The Jewish community “can be a very insular place,” Boteach said, and they have a “fear that rattling the powers that be can shake Jewish security.”
“When you write a book called âKosher Lust,’ you’re used to being attacked by rabbis, used to being attacked by the community, when you’re Michael Jackson’s rabbi, you’re used to being attacked by everyone,” he said.
Of course, not everyone has it out for Rabbi Shmuley this week. Asked after the panel if the ad went too far, Cruz didn’t condemn it.
“After Prime Minister Netanyahu was invited to speak in Congress, there have been debates after debates after debates on questions of personality,” Cruz said. “And they’ve all served as distractions. A back and forth about protocol. A back and forth about an ad in the newspaper. The people pressing these distractions want them to be distractions.”

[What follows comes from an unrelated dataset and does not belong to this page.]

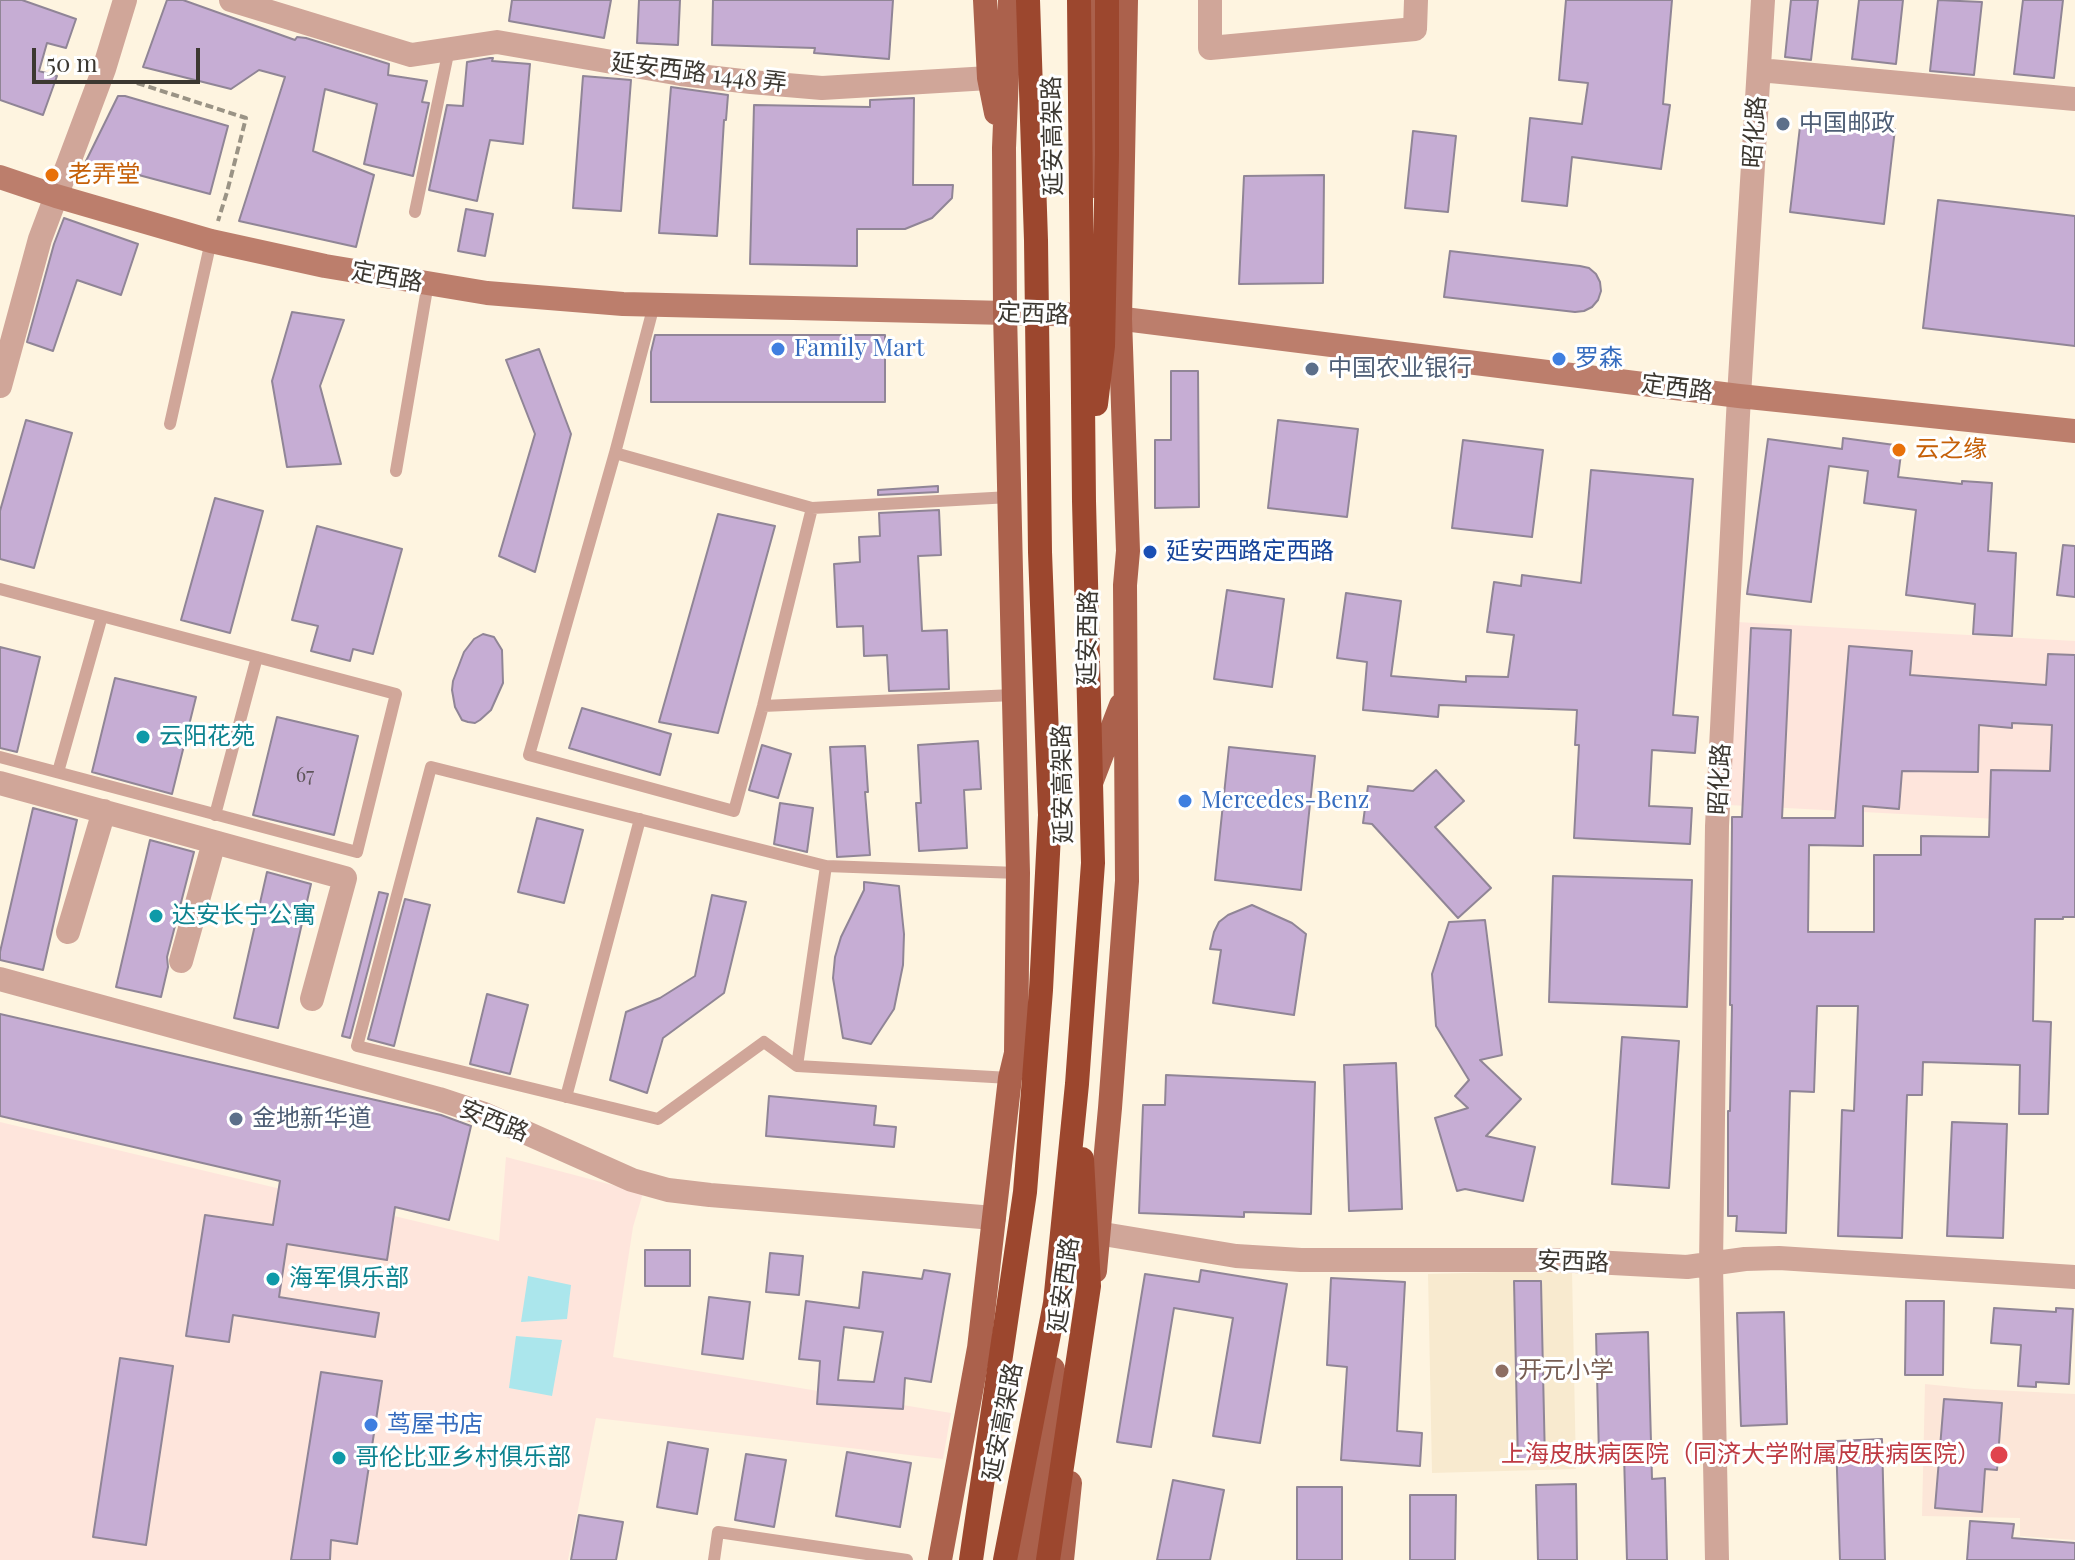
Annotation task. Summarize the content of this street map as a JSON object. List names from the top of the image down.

This isn’t the first time Rabbi Shmuley has been in the limelight. The last time the rabbi got this much press was probably in 2012, when he ran for Congress in New Jersey as a Republican and lost. Boteach did get a half-million dollar donation for his campaign from Republican megadonors Sheldon and Miriam Adelson, who were in attendance at the event on Capitol Hill on Monday and who are thought to be major funders of This World (they don’t show up in the most recent publicly available IRS 990 form, from 2012). Boteach said at last year’s This World gala that he was dedicating Kosher Lust to the Adelsons.
“There are many backers, thank God,” Boteach said. “There are thousands of backers around the world.” When asked whether the Adelsons were footing most of the bill, Boteach said, “No, of course not.”
Boteach was vague about the purpose of his organization. “We try to make the Jewish people a light unto the nations,” he said. Asked what that entails, he didn’t name specifics.
Boteach also seemed unsure of how many employees This World has, saying “It fluctuates because we, we have a lot of consultants — it fluctuates.”
The rabbi is fairly buoyant, all things considered. He’s been tweeting photo after photo from the AIPAC conference, and told BuzzFeed News that he still finds Rice’s comments to Rose unacceptable.
“I don’t want to be involved in negative conversations, that’s not our purpose,” Boteach said. “We want to be provocative of course, but not negative. A little tiny nation that has experienced a lot of suffering has to sometimes be provocative to be heard.”
Boteach jokingly said he was even considering a run for president: “Shmuley 2016.”